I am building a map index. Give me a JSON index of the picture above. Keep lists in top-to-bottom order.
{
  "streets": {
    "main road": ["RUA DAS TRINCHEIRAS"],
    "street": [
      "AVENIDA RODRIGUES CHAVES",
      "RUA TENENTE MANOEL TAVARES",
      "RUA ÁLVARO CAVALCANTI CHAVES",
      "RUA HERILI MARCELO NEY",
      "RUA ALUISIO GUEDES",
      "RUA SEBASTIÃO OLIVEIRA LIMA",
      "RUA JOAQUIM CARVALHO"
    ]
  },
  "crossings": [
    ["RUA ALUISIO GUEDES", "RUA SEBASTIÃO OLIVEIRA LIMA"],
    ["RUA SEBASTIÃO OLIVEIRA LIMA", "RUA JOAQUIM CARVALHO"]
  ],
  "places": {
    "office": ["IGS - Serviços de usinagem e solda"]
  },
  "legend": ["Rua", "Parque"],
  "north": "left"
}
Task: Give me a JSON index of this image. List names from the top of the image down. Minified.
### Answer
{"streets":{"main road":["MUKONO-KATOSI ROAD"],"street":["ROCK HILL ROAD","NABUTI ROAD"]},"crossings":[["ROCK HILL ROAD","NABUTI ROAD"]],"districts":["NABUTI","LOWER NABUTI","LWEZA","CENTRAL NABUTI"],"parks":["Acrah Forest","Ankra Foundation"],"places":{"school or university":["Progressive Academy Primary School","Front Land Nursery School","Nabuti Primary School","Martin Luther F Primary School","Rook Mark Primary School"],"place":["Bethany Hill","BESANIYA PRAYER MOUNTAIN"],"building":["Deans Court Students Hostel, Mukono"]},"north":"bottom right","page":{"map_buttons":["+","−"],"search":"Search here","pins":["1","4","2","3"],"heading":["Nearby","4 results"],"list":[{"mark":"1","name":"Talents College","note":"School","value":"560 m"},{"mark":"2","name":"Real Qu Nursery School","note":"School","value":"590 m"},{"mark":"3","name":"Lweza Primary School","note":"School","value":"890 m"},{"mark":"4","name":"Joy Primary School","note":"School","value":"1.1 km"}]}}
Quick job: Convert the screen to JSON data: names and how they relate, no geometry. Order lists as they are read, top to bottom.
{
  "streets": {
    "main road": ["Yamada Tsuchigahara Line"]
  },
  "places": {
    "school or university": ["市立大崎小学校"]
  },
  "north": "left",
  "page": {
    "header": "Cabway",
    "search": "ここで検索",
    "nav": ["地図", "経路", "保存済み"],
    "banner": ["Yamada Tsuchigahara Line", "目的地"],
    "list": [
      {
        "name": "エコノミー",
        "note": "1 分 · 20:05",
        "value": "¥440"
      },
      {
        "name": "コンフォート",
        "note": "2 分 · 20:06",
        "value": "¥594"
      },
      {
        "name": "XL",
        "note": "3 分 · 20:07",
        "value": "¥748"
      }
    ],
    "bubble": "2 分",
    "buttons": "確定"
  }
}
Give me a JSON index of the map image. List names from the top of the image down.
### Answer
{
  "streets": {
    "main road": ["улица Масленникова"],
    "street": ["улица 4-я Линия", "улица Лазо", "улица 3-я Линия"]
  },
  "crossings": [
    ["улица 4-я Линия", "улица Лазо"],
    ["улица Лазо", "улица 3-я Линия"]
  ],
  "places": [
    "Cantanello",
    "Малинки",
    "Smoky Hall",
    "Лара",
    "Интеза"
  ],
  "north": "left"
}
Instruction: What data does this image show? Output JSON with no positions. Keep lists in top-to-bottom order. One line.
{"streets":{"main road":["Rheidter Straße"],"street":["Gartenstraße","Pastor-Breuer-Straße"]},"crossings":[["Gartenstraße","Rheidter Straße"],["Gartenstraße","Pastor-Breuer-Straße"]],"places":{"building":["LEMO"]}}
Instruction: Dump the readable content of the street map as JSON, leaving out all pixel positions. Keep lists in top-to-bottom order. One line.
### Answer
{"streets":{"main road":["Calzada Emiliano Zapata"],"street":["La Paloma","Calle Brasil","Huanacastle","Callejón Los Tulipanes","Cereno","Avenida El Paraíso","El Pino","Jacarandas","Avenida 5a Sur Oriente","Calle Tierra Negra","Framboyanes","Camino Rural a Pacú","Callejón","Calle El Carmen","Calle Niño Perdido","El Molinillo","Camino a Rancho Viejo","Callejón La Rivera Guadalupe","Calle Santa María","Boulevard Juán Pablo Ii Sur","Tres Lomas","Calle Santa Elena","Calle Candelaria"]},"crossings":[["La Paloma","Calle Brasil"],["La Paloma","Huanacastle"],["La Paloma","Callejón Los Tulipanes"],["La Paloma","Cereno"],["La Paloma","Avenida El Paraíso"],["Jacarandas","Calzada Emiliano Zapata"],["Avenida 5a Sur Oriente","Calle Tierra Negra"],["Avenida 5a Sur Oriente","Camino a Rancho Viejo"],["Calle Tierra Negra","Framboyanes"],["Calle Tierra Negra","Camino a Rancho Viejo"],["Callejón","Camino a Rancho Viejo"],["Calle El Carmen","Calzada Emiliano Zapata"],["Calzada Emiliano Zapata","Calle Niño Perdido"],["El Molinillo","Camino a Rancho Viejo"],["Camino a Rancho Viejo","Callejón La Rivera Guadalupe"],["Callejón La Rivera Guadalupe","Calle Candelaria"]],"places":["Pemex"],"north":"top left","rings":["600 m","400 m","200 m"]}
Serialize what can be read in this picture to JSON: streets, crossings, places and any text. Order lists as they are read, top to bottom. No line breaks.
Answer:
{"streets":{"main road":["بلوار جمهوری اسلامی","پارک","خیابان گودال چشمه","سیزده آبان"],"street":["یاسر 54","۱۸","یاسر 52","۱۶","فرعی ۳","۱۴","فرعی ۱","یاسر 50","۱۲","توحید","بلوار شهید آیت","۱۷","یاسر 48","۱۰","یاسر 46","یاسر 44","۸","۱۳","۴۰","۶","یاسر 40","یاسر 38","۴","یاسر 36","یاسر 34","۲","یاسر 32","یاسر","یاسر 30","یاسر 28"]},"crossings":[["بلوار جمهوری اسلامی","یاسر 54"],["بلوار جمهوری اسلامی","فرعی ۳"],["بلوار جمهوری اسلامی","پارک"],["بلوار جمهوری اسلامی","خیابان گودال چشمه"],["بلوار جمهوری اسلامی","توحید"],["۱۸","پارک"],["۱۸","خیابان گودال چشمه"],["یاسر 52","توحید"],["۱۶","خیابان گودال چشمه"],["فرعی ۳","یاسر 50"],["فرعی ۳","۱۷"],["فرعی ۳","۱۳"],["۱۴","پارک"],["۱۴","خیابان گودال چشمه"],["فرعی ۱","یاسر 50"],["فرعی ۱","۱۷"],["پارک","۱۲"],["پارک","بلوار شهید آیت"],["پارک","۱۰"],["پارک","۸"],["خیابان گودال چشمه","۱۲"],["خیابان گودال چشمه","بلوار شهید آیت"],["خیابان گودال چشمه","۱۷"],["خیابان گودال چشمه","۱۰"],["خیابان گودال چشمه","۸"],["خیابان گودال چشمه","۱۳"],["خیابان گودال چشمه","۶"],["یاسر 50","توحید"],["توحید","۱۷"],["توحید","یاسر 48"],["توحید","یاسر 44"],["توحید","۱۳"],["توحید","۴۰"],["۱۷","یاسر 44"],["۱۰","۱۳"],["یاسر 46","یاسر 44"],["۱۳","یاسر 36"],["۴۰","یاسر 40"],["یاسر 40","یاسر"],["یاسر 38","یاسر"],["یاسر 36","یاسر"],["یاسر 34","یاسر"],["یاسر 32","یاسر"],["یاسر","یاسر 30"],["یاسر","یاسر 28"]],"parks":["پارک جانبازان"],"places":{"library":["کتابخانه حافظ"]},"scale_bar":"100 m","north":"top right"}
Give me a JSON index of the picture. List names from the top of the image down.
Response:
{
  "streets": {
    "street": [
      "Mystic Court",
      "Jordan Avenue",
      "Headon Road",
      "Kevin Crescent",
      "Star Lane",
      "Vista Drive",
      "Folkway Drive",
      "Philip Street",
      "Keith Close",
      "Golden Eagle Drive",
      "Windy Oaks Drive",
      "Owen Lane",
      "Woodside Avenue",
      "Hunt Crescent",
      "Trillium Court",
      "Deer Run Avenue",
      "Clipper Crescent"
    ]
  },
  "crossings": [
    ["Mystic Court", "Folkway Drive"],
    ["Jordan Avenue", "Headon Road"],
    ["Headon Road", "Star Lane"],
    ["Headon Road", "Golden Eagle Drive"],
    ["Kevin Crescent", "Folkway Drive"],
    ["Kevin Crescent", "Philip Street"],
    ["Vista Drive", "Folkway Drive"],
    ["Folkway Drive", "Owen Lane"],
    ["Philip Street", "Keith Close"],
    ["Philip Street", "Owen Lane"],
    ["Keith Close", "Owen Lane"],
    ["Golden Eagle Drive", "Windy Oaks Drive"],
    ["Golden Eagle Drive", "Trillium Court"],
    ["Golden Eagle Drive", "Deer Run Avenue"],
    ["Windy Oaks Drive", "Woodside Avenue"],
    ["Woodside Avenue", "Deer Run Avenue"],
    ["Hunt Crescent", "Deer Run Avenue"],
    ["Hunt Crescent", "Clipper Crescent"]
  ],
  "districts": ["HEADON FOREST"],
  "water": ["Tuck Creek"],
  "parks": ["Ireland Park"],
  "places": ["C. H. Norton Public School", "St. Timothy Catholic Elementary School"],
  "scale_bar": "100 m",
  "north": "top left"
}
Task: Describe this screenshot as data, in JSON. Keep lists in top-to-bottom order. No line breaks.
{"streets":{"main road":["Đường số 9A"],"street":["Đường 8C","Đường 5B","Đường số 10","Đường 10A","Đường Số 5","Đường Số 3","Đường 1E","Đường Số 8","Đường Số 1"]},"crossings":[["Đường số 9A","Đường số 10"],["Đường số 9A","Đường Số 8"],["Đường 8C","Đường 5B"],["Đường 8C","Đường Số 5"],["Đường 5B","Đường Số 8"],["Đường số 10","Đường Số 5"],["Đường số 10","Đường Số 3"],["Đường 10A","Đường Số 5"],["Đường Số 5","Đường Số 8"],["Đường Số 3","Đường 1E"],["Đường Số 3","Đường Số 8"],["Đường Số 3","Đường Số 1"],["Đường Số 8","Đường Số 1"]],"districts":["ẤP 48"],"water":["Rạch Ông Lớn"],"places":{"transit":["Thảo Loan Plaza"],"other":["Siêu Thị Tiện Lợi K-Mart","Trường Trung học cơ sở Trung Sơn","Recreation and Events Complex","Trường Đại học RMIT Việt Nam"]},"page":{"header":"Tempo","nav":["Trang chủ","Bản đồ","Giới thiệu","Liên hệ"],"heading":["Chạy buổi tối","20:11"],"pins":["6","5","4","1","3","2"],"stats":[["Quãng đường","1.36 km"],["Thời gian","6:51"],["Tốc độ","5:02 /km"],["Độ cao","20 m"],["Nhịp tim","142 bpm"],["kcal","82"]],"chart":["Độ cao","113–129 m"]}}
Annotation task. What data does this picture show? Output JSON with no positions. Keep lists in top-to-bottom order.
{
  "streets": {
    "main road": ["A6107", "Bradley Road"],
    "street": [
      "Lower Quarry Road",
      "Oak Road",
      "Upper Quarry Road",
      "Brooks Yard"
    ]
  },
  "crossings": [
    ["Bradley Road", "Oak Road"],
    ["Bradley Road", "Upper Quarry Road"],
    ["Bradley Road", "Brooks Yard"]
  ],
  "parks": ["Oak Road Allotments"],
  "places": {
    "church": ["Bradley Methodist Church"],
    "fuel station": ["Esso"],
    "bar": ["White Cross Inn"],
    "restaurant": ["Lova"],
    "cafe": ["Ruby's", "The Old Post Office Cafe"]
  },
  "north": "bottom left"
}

= = = = =

* _Exercise brief_
Output the listing above word for word, from the opening line through the line that contains "Task: Give me", and leave out everything after it.

* _Answer box_
I am building a map index. Give me a JSON index of the picture above. Keep lists in top-to-bottom order.
{
  "streets": {
    "main road": ["RUA DAS TRINCHEIRAS"],
    "street": [
      "AVENIDA RODRIGUES CHAVES",
      "RUA TENENTE MANOEL TAVARES",
      "RUA ÁLVARO CAVALCANTI CHAVES",
      "RUA HERILI MARCELO NEY",
      "RUA ALUISIO GUEDES",
      "RUA SEBASTIÃO OLIVEIRA LIMA",
      "RUA JOAQUIM CARVALHO"
    ]
  },
  "crossings": [
    ["RUA ALUISIO GUEDES", "RUA SEBASTIÃO OLIVEIRA LIMA"],
    ["RUA SEBASTIÃO OLIVEIRA LIMA", "RUA JOAQUIM CARVALHO"]
  ],
  "places": {
    "office": ["IGS - Serviços de usinagem e solda"]
  },
  "legend": ["Rua", "Parque"],
  "north": "left"
}
Task: Give me a JSON index of this image. List names from the top of the image down. Minified.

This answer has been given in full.